- _WORK REQUEST_
The answer must consist of each line of the records below that contains the string "weight".

-=-=-

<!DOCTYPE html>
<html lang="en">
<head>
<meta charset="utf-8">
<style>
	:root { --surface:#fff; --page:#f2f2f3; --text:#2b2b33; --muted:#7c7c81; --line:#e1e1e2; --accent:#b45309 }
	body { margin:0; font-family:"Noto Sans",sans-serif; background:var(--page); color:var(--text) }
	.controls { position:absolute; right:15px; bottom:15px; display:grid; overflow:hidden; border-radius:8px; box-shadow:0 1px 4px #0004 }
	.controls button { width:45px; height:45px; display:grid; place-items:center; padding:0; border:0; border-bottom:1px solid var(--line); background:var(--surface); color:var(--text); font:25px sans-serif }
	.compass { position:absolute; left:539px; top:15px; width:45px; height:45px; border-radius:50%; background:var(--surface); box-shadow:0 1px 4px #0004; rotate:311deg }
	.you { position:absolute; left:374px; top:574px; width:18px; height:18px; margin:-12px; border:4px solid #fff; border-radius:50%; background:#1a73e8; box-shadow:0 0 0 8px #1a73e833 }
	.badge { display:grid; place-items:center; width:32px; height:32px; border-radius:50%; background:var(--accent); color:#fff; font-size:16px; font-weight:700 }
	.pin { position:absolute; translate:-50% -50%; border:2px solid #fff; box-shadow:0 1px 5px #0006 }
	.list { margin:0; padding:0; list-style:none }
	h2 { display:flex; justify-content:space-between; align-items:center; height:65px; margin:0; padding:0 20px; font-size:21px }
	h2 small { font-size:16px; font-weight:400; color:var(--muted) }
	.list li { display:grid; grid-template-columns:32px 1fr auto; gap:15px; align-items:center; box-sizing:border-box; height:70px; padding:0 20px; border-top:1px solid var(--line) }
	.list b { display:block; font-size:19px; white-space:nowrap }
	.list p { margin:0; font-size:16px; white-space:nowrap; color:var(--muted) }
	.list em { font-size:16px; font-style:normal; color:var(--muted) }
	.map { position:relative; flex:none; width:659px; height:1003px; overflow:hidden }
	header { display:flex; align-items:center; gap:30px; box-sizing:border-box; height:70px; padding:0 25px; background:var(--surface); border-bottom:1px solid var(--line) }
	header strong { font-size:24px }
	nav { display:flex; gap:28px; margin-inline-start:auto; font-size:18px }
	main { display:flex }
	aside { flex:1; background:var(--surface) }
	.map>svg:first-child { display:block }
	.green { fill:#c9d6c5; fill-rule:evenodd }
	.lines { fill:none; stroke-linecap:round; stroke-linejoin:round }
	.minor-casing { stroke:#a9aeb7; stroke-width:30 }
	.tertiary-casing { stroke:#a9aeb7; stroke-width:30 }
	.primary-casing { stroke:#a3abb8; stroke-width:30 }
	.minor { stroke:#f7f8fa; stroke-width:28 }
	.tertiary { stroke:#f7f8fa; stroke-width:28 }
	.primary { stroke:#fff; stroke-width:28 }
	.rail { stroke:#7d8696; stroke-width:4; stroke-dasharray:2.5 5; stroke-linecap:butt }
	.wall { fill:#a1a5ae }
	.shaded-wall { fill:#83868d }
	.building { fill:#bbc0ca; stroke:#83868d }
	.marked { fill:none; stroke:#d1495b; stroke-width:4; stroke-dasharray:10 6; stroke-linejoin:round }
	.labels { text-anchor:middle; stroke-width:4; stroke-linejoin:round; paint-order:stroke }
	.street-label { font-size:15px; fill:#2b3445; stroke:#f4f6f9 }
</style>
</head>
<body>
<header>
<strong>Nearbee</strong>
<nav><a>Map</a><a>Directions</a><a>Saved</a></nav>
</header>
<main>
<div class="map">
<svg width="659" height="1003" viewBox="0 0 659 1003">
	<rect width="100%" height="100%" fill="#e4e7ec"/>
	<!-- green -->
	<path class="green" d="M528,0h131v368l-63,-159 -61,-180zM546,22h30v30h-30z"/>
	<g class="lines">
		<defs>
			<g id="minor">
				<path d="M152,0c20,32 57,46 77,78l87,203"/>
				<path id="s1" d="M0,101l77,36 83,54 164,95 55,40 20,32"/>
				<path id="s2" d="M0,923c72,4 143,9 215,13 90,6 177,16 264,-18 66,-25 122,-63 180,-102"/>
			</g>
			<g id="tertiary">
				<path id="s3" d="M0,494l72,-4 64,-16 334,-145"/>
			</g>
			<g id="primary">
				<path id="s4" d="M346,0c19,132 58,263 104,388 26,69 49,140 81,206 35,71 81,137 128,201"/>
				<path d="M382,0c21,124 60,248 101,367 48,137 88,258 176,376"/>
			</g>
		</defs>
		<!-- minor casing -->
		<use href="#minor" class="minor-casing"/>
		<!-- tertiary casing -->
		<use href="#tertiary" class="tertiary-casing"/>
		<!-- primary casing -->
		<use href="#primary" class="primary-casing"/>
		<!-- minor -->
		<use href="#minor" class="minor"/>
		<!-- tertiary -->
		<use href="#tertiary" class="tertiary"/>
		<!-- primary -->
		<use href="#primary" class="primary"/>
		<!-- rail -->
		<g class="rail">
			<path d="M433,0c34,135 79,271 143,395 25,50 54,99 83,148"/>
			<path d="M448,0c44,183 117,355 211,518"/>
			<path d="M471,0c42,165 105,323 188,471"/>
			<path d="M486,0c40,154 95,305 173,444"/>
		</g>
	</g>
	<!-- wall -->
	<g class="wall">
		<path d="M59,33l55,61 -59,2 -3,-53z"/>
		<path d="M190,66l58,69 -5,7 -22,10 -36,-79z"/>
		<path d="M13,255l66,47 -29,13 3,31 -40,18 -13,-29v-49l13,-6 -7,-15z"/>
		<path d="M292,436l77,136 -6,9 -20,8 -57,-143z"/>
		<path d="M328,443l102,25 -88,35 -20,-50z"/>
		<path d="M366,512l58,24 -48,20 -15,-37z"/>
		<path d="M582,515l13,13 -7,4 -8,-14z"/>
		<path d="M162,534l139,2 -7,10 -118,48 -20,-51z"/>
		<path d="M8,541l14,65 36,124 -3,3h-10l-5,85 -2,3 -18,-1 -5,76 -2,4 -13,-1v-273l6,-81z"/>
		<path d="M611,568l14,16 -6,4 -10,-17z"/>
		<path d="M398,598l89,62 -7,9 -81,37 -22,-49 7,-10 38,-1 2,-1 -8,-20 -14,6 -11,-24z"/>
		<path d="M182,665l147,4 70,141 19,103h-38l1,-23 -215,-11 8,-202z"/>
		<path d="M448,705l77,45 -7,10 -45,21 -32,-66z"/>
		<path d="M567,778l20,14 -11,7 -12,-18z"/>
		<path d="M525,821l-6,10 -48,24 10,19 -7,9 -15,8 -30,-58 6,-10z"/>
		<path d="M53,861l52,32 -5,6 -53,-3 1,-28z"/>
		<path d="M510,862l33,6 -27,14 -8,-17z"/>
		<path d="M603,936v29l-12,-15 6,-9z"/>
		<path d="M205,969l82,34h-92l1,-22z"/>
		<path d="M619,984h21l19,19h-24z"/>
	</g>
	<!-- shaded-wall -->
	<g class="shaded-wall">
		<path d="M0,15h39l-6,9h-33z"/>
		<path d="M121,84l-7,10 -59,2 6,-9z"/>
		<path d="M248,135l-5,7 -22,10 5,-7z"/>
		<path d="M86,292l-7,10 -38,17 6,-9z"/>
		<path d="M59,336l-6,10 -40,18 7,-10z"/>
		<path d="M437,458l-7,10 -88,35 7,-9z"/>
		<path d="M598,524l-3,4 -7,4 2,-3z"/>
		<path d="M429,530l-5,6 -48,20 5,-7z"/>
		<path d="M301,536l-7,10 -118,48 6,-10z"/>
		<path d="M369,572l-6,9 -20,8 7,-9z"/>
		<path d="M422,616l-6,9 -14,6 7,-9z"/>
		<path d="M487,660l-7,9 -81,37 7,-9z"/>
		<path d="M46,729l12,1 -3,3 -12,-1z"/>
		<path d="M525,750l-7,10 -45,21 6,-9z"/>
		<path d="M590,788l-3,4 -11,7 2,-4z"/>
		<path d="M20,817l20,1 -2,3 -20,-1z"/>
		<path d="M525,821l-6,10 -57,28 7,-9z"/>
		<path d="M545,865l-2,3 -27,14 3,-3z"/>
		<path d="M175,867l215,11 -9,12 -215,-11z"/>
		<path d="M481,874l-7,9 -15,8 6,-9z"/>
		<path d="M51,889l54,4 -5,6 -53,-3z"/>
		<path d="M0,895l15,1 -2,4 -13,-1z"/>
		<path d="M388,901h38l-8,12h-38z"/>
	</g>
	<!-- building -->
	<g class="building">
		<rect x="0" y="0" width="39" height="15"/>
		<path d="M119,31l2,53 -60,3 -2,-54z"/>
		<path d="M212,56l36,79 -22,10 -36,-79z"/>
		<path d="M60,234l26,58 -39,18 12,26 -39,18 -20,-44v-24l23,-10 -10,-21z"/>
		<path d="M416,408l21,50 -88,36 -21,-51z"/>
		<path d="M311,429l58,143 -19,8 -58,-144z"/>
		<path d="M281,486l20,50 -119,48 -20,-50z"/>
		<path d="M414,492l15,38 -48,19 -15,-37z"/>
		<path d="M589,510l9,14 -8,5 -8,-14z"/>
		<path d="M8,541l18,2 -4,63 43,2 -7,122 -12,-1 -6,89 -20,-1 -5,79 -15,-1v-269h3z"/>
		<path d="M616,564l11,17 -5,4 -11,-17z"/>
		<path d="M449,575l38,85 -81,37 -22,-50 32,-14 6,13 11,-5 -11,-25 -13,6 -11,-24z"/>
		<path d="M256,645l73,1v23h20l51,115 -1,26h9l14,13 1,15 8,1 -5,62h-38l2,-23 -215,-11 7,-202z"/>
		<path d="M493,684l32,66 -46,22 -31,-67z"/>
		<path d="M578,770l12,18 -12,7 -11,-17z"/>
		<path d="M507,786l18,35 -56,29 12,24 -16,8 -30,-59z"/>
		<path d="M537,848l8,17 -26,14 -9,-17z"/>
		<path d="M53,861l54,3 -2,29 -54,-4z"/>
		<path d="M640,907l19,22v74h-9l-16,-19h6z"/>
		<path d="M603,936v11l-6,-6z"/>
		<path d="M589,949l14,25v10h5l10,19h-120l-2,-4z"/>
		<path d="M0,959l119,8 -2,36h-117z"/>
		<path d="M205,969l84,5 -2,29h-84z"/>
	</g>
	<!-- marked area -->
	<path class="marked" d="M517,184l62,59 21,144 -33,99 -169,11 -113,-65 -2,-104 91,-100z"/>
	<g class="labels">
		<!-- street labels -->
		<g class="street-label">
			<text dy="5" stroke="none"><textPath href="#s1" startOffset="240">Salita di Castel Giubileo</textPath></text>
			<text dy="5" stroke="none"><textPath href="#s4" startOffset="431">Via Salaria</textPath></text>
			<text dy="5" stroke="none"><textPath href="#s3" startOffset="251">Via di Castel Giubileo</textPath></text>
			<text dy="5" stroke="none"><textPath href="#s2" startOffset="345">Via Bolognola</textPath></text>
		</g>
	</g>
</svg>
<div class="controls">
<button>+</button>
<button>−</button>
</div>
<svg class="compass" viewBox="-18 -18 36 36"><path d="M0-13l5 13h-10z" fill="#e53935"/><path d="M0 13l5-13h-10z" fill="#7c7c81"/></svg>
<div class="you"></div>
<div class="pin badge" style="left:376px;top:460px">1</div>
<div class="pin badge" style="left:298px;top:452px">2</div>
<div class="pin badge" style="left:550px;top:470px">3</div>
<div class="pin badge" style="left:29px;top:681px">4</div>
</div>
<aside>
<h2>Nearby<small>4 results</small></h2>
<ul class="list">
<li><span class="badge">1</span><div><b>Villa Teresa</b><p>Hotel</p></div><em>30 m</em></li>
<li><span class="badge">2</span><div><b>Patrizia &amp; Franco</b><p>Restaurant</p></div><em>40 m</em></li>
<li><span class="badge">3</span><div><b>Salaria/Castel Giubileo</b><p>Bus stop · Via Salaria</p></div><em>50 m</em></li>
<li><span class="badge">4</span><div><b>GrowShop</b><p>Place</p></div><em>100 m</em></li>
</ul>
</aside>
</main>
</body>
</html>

-=-=-

- _SOLUTION TO THE PROBLEM_
	.badge { display:grid; place-items:center; width:32px; height:32px; border-radius:50%; background:var(--accent); color:#fff; font-size:16px; font-weight:700 }
	h2 small { font-size:16px; font-weight:400; color:var(--muted) }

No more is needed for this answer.